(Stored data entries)
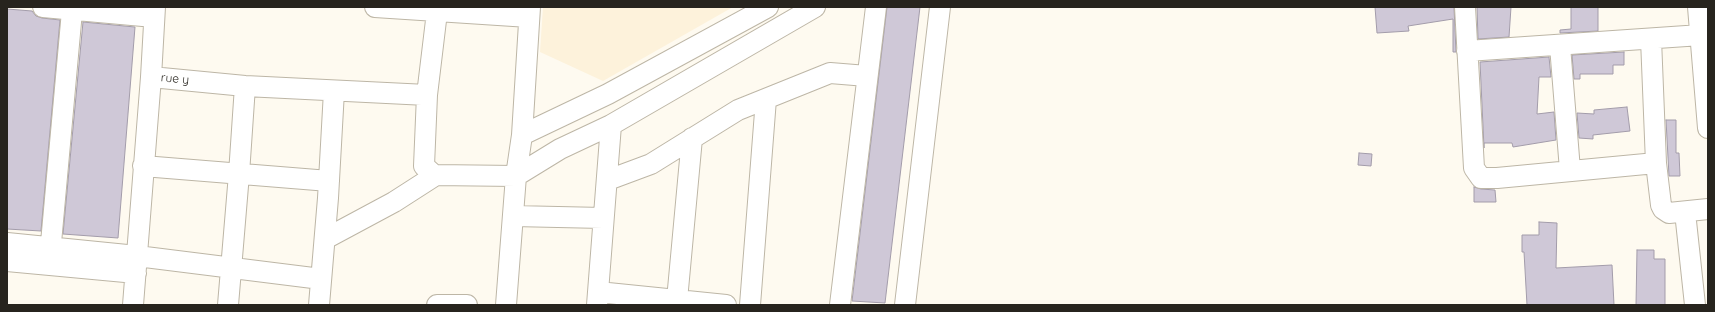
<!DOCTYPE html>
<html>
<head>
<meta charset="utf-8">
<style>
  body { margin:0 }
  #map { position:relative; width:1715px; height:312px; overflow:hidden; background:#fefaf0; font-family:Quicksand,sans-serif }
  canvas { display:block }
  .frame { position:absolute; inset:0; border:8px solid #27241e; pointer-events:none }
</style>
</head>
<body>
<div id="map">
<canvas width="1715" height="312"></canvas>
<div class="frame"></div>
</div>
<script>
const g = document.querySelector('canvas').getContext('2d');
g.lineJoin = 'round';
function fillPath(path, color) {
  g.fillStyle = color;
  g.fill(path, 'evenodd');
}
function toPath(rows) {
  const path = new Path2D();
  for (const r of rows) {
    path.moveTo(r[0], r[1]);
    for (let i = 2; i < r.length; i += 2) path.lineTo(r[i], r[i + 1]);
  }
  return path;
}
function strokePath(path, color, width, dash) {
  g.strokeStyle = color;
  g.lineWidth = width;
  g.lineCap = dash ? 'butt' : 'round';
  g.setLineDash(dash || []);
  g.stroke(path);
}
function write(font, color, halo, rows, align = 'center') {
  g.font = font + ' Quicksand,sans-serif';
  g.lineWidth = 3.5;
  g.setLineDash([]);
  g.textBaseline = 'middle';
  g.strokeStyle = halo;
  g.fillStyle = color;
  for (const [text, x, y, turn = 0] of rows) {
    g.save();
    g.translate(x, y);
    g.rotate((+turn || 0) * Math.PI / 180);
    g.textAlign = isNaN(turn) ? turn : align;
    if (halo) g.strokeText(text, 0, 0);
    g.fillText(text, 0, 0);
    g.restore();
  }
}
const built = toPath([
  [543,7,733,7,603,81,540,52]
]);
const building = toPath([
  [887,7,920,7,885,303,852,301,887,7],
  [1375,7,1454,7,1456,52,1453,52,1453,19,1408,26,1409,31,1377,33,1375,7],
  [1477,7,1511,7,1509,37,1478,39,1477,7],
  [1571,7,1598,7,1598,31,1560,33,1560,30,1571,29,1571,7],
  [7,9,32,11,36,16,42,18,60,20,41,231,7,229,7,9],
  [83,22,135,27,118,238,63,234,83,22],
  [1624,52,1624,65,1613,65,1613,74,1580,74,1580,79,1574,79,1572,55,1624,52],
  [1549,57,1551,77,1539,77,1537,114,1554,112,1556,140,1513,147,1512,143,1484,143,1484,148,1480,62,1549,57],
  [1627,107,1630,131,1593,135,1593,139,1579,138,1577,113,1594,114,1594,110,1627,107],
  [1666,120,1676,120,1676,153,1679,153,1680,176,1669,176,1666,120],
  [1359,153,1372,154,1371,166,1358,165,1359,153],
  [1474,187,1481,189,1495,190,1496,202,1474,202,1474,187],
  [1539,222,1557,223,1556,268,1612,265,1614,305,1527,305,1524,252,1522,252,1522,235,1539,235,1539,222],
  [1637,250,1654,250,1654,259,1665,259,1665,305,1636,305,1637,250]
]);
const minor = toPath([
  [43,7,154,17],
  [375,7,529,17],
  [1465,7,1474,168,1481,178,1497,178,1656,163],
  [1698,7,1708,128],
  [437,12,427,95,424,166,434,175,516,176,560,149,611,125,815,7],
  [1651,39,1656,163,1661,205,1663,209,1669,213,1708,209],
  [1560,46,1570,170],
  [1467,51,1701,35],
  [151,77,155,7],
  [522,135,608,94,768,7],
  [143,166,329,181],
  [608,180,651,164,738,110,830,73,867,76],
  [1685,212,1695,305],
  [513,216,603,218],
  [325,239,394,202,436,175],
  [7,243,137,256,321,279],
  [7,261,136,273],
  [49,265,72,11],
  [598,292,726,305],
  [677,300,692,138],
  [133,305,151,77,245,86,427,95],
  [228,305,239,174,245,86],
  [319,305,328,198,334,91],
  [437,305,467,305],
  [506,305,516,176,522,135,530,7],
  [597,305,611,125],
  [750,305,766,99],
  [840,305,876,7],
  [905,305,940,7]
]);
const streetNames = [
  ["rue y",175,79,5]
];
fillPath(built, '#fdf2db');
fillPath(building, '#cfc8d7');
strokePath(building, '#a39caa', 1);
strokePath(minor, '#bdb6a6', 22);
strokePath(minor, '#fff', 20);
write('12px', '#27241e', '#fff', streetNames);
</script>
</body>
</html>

● **TASK BRIEF**:
Please return every line of the records above that contains the word "function".

● **EXERCISE OUTPUT**:
function fillPath(path, color) {
function toPath(rows) {
function strokePath(path, color, width, dash) {
function write(font, color, halo, rows, align = 'center') {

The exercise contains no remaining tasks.